The GAF did not interfere with the ability to detect Blastofluor® staining at the surface of the organism in the VF and GFs but could not be differentiated from GAF in cysts. Blastocystis cysts are difficult to identify in stools, but as GAF is a relatively non-specific finding in microalgae, screening with fluorescent filters may not aid detection of the CF. Blastofluor® did not stain the AF of Blastocystis suggesting that the surface antigens of this form differ from the VF and GF. Blastofluor® is a polyclonal antibody raised in rabbits to axenic cultures of ST3 and has been shown to react to Blastocystis organisms with no cross reactivity with Giardia duodenalis, Entamoebae histolytica or Cryptosporidium spp. (Dogruman-Al et al. 2010). Blastocystis immunolabelling with Blastofluor® has previously been shown to stain faecal samples of steers, goats and humans, but not pigs after prolonged (up to a year) storage in formalin (Gould and Boorom 2013). This is consistent with our own observations in which no Blastofluor® staining was detected in our ST5 pig samples. ST5 organisms are commonly detected in pigs worldwide and locally, 100 % pigs have previously been shown to carry Blastocystis sp. ST5, and 7 % harbour mixed infection with ST1 (Wang et al. 2014). This suggests that the surface antigens display homology between some STs (ST 1, 3, 4) but that ST5 organisms differ in some respect to some surface antigens.

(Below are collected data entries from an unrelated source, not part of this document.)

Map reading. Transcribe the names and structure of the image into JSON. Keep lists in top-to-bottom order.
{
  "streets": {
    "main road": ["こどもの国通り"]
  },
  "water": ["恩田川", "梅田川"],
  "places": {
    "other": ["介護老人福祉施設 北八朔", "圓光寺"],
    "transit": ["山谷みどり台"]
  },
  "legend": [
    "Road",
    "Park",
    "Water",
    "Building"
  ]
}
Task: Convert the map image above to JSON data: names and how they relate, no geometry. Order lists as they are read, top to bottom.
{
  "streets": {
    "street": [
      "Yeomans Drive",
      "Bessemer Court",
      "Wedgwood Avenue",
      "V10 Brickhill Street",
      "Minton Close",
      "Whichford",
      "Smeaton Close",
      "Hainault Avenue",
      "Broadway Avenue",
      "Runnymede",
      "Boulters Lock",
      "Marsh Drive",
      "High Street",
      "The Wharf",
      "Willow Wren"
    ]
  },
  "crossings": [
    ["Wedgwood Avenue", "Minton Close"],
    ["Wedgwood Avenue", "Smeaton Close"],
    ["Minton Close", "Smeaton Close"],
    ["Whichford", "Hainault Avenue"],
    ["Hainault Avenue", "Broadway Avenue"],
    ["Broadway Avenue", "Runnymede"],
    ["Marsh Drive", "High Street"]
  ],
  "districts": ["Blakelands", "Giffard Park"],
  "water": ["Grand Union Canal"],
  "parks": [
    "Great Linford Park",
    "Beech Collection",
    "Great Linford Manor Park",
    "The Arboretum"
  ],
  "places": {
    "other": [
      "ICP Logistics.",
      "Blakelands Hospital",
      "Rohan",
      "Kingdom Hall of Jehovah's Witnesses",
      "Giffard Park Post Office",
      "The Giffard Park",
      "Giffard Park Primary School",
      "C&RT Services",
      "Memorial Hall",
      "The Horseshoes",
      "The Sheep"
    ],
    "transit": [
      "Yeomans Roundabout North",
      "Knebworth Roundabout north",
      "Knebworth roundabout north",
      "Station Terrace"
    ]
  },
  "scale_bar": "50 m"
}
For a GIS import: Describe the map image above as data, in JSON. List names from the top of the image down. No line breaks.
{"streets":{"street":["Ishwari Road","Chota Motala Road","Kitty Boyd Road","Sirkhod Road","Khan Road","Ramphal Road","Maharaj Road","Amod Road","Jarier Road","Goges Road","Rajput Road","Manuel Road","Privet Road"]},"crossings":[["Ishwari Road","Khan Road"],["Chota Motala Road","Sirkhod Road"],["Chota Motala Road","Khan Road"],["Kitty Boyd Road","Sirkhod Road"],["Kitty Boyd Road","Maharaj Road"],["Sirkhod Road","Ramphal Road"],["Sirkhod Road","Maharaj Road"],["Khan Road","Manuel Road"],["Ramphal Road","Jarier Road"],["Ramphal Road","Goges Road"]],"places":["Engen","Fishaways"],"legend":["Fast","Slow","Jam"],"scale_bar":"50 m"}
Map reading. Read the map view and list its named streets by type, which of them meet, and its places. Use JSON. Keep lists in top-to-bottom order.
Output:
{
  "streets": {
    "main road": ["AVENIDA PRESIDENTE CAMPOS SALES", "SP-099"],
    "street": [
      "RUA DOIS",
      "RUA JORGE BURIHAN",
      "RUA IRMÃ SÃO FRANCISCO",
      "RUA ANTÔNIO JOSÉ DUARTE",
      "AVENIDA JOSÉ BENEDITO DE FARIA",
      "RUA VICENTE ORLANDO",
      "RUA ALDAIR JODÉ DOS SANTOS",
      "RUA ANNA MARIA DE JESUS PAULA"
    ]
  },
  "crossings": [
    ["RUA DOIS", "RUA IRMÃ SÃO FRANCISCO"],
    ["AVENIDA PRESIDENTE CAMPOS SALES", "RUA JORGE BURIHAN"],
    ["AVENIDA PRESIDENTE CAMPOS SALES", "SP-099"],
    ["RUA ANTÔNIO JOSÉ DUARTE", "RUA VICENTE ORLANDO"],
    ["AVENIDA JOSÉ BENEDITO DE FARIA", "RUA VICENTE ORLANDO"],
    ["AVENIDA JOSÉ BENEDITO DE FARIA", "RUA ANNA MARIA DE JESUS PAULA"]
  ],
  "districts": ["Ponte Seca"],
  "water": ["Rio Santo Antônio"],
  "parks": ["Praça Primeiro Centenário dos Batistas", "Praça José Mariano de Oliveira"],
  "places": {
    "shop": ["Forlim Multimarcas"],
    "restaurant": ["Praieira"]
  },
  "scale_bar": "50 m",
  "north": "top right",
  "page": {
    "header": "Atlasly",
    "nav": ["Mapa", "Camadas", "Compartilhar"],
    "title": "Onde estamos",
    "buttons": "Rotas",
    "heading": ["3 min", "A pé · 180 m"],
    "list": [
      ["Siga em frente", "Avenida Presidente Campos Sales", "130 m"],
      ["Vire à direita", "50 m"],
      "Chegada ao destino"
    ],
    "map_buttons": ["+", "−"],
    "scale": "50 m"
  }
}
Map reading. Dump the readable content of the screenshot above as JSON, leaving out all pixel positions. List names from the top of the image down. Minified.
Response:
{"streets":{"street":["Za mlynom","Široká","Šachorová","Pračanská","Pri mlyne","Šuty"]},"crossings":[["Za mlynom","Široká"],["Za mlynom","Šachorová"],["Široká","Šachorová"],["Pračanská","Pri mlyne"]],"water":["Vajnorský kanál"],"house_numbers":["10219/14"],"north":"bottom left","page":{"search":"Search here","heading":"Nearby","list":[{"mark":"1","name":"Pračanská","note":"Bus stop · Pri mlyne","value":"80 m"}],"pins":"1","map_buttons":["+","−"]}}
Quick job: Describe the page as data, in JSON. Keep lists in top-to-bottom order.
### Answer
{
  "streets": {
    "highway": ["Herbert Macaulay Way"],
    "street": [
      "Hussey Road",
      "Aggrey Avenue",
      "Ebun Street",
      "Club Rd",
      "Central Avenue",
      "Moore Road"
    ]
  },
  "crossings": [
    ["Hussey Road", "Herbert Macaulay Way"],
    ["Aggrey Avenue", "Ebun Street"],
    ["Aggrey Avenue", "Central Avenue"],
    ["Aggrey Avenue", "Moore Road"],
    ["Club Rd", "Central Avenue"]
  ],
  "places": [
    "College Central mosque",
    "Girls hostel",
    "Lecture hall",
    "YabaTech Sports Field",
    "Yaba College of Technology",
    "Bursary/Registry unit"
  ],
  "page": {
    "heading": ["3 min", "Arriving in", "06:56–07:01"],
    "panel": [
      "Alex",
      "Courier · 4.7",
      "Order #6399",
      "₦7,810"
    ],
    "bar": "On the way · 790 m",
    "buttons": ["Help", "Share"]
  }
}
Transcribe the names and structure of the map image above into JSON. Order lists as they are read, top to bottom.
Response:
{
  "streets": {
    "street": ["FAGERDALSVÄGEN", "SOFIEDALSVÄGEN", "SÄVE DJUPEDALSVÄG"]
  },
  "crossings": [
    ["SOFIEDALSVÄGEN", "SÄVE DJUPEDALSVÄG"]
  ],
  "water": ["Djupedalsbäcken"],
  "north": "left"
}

Cell granules and time-lapse microscopy
Detailed views of Blastocystis organisms were obtained, but apart from observing binary fission developing in vacuolated and granular forms, we did not observe changes from one morphological form to another. It was difficult to keep the Blastocystis organisms in the field of view despite using the cell tracking facility of the microscope. The Blastocystis cells were fragile and would often either rupture (Fig. 4) or drift away out of the field of view over the 24 h of recording, preventing observation of progressive cell changes past a certain point (Fig. 5). One GF, observed over 6 h in total, that appeared stationary on the slide displayed a large central granule moving rapidly within the GF (Fig. 6, Supplementary video file 1). Another time-lapse study of a granular AF showed the form enlarging and losing granularity on the surface with subsequent expulsion of small tear-shaped granules. These granules appeared to arise from the surface of the organism or track along fissures to the surface (Fig. 7). These granules varied in size from 1 to 3 μm and appeared to have a central dark spot surrounded by clear cytoplasm with a thick dark surface membrane. The release of the granules from the surface was best appreciated in the video images (Supplementary video file 2). Granules that appear to have tracked along fissures are identified as an area of interest in Fig. 7.
The life cycle of Blastocystis spp. remains elusive and the function of the multiple inclusion granules present in the GF is still unknown. These granules have been proposed to have functions related to metabolism, storage or reproduction (Zierdt 1991). DAPI has been shown to stain VF double-stranded DNA strongly in the nucleus and weakly in the mitochondria-like organelles (Stenzel and Boreham 1996) but did not stain the central vacuole or the granules of GFs (Matsumoto et al. 1987). These granules have been classified into three different types based on TEM studies (Tan and Zierdt 1973), namely myelin-like inclusions, crystalline granules and lipid droplets (Dunn et al. 1989). None of these previous microscopy studies have supported the hypothesis that these central granules constitute a reproductive phase. The cause of the movement of the large central granule seen within the GF in this study (Fig. 6) is not understood, and simple Brownian motion cannot be excluded.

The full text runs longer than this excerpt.